<<<<

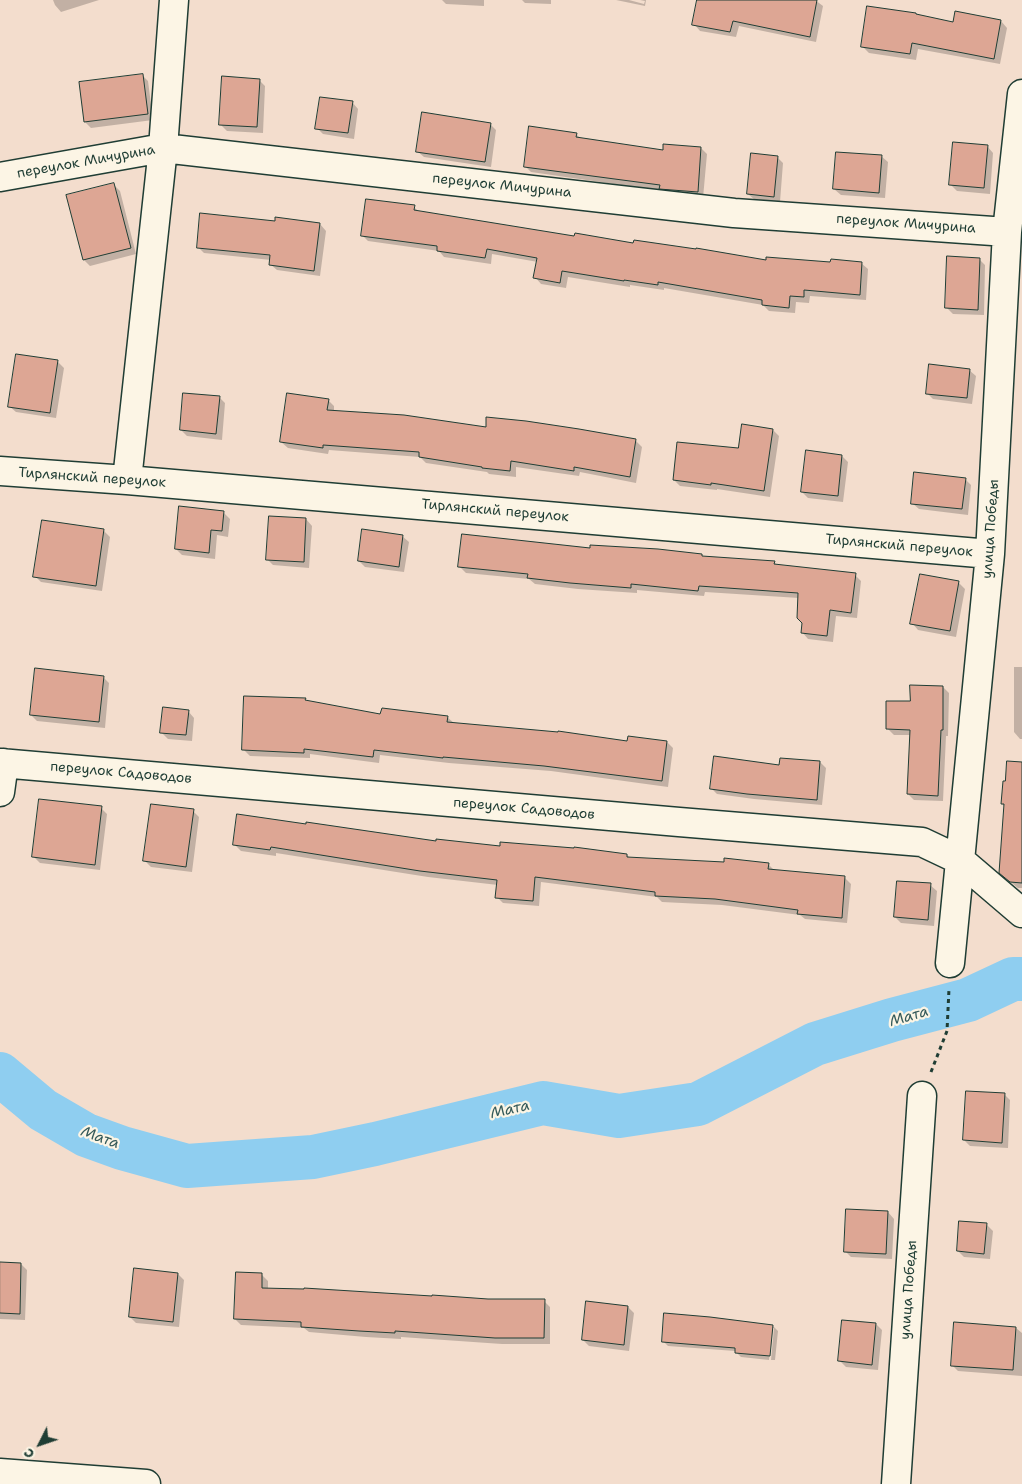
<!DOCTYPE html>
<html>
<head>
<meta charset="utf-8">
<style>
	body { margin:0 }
	#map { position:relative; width:1022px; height:1484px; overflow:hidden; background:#f3ddcd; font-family:"Shantell Sans",sans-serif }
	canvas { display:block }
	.north { position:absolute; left:15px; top:1419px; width:50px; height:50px; -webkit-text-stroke:4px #fcf5e5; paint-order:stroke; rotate:229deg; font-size:14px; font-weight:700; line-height:20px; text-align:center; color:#1f3d34 }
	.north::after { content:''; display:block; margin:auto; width:18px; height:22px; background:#1f3d34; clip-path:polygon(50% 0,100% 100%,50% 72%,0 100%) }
</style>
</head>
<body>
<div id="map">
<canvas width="1022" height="1484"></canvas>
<div class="north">С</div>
</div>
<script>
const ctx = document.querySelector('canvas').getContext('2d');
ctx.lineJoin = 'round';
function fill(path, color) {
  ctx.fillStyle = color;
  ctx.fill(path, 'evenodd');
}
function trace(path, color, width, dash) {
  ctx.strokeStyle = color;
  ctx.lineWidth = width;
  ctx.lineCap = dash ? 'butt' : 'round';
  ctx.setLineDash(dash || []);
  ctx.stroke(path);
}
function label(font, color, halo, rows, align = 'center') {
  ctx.font = font + ' "Shantell Sans",sans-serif';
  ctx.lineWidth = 4.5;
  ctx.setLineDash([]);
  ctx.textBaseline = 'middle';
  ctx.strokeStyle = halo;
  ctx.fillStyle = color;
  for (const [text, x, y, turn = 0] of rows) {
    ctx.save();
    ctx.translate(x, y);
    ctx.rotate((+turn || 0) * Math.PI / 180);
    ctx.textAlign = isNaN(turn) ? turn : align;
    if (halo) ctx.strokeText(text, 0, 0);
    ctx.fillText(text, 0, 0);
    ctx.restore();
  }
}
fill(new Path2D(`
	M53,0H99L61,12L55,5Z
	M442,0H484V6L446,4Z
	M522,0H551V4L525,3Z
	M616,0H629L644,4L645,1L640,0H646L645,6Z
	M698,0H815L823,6L816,42L739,26L736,37L700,31L694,24Z
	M1001,21L1007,28L1000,64L918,49L916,60L869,53L863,47L954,23Z
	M142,75L148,81L153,120L91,128L85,122Z
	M259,80L265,86L263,133L227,131L221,125Z
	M352,102L358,109L354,139L323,134L317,128Z
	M490,124L496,130L491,167L424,157L417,151Z
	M576,134L581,139L664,151L701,148L707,154L703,198L667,194L663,191L531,172L525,166Z
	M987,146L993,153L990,194L957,191L950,184Z
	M881,156L888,162L885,198L841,195L834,189Z
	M777,157L783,163L780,202L755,200L748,194Z
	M114,185L120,191L136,254L90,266L84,260Z
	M414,207L419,212L575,237L635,245L767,261L832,264L861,263L868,269L866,300L810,296L809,303L796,302L795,313L769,311L763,305L664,288V290L630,285V287L568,277L566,288L541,284L535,277L538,262L492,254L491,264L444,257L439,251L368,241L362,235Z
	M276,222L320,224L326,231L320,276L277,270L270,264L271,260L204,253L198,247Z
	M979,259L985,265L984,315L953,314L947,308Z
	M57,361L64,368L56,418L16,412L9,406Z
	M969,370L976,376L972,404L933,399L927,393Z
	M219,397L225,403L222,440L187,436L181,430Z
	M328,400L334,406V412L487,428L579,430L636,441L642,447L636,483L580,472L579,476L516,467V477L489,474L487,472L426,463L420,457L329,450L328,454L288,448L281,442Z
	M773,430L779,436L770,497L717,489V490L680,486L674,480L739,450Z
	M842,456L848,462L843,502L808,498L802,492Z
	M965,479L971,485L968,515L919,509L912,503Z
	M224,513L230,519L228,537L217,535L215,559L182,555L176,549Z
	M306,519L312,526L309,568L273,565L267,559Z
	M43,522L104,531L110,537L102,591L41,582L35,576Z
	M402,536L409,542L404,572L365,567L359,561Z
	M591,549L701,555L703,557L774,562L777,565L855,575L861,581L857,618L836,616L833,642L808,639L802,632L803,622L799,598L705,592L704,596L637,590V593L578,589L535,584L529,579L466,573L459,566Z
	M958,582L965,589L956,637L918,630L912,623Z
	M1014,667H1022V739H1020L1014,732Z
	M103,677L109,683L105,728L37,721L31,715Z
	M943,687L949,693L948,736H946L943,801L914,800L908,794L911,735H894L888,729L911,702Z
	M305,700L307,702L381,715L447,717L454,723L628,742H667L673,748L668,787L551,771L449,763L380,755L379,763L310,754V758L250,756L244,750Z
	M188,711L194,718L192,741L168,739L161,732Z
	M820,762L826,768L822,805L754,799L717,794L711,788L780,766Z
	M1022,784V888H1018L1007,879L1005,807L1002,804Z
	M101,808L107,814L100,870L40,863L34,857Z
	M193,811L199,817L192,872L151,867L145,861Z
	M437,843L627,855L631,859L768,864L775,871L845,878L851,884L847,923L805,919L800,915L722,905L662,902L657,897L541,882L539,906L503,903L497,897L498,885L428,877L276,853V856L241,851L234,844Z
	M930,885L937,891L934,926L901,923L895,917Z
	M1004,1094L1010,1100L1008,1148L970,1146L964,1140Z
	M888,1212L894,1219L892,1259L851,1257L845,1251Z
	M986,1224L993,1231L990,1259L964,1257L958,1251Z
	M0,1263L21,1264L27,1270L25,1320L0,1319Z
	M178,1274L184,1280L179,1327L136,1323L130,1317Z
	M262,1275L268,1281V1289L488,1300L544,1301L550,1307V1344H502L401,1337V1339L366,1337L309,1332L304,1328L241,1325L235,1319Z
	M628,1307L634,1313L629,1351L589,1346L583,1340Z
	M876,1324L882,1330L878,1370L846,1367L840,1361Z
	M773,1326L778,1331L775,1360H771L774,1328H772L769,1360L741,1357L735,1351L668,1346L663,1341Z
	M1016,1328L1022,1333V1376L958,1371L952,1365Z`), '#0003');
trace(new Path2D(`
	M0,1074L43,1110L86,1135L122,1148L187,1166L313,1157L375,1144L543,1103L619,1116L698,1104L815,1044L892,1020L968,1000L1013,979H1022`), '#8fcef0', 44);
const building = new Path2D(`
	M697,0H817L810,37L733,21L730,32L692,25Z
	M867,6L916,13V14L953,22L955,11L1001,20L994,59L912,43L910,54L861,47Z
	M143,74L148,114L84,122L79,82Z
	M222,76L260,79L257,127L219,125Z
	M320,97L353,101L348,133L315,129Z
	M422,112L491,123L485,162L416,152Z
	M529,126L577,133L576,137L663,150V144L701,147L698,192L659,189L660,185L524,167Z
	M953,142L988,145L984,188L949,185Z
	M836,152L882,155L879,193L833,189Z
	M751,153L778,156L774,197L747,194Z
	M114,183L131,248L83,260L66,195Z
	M366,199L415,205L414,210L574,236L575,233L633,243L634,240L696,249V248L766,260V257L830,262L831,259L862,262L860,295L804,290V297L790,296L789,308L762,305V300L658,282V285L624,280V281L562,271L560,283L533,278L537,258L487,249L485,258L437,251V246L361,236Z
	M200,213L275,221V217L320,223L314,271L269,265L270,255L197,248Z
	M947,256L980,258L978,310L945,308Z
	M16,354L58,360L50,413L8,407Z
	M929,364L970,369L967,398L926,394Z
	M183,393L220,396L216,434L180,430Z
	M287,393L329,399L327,410L404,415L486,427V417L526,421L579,429L636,439L630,477L574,467V471L511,461L510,471L482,468V467L419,457V452L323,445V448L280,442Z
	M742,424L773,429L764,491L711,483V485L673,480L677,442L738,448Z
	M806,450L842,455L838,496L801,492Z
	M914,472L966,478L962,509L911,504Z
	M179,506L224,511L222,531L211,530L209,553L175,549Z
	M269,516L306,518L304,562L266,560Z
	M42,520L104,529L96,586L33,577Z
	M362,529L403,535L399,567L358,561Z
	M462,534L590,548V545L658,549L702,554V556L775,561L774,564L856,573L851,613L830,610L827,636L801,633L802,623L797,618L798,593L699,586L698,591L631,584V588L570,583L527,578L528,574L458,567Z
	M920,574L959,581L950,631L910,624Z
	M35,668L104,676L99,722L30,715Z
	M910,685L943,686V730H941L938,796L907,794L910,730L886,729V701H910Z
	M244,696L306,698L305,700L380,714L382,708L448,716L447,722L558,732V731L627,741L628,736L667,741L662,781L544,766L443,757V758L374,750L373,757L304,749V753L242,750Z
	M163,707L189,710L186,735L160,733Z
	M714,756L779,765L780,758L820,761L817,800L747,794L710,789Z
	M1007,761L1022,762V883L1010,882L999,873L1004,804H1001L1003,781H1005Z
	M39,799L102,806L95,865L32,857Z
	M151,804L194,809L186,867L143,861Z
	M237,814L306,824V822L436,841V839L500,846V842L574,848V847L627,854V857L724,862V858L769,863L768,869L845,876L842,918L797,914L798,910L715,899L655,896V892L535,877L533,901L495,898L497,880L420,871L271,847L270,850L233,845Z
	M897,881L931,883L928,920L894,917Z
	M966,1091L1005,1093L1002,1143L963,1140Z
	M846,1209L888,1211L886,1254L844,1252Z
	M959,1221L987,1223L984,1254L957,1251Z
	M0,1262L21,1263L20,1314L0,1313Z
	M134,1268L178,1273L173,1322L129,1317Z
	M236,1272L262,1273V1288L304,1289V1288L432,1296V1295L488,1299H545L544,1338H495L395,1331V1333L359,1331L301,1327V1322L234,1319Z
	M586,1301L628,1306L624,1345L582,1340Z
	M664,1313L710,1317L773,1325L770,1356L735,1353V1348L662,1342Z
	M842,1320L876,1323L872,1365L838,1361Z
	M954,1322L1016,1327L1013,1370L951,1366Z`);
fill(building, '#dda694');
trace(building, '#1f3d34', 1);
const minor = new Path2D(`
	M0,177L163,148L734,213L1007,232
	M0,471L127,480L990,554
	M127,480L163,148L174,0
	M0,763L679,822L922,842L960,860L1022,913
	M0,792L4,763
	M950,963L990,554L1007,232L1022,94
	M0,1473L146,1484
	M896,1484L922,1096`);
trace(minor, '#1f3d34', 31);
trace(new Path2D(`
	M931,1072L947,1031L949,989`), '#1f3d34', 3, [4, 4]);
trace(minor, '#fcf5e5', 28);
label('14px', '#1f3d34', '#fcf5e5', [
	["переулок Мичурина",86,162,-10],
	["переулок Мичурина",502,186,6],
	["переулок Мичурина",906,224,4],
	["Тирлянский переулок",92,478,4],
	["Тирлянский переулок",495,511,5],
	["улица Победы",991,529,-86],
	["Тирлянский переулок",899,546,5],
	["переулок Садоводов",121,773,5],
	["переулок Садоводов",524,809,5],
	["улица Победы",909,1290,-86]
]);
label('italic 15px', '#355a5a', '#fcf5e5', [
	["Мата",909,1017,-16],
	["Мата",510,1110,-13],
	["Мата",100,1138,20]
]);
</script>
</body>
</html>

>>>>

WHAT IS NEEDED =
Please copy each line of the records above that holds the word "rows".

ANSWER TO THE EXERCISE =
function label(font, color, halo, rows, align = 'center') {
  for (const [text, x, y, turn = 0] of rows) {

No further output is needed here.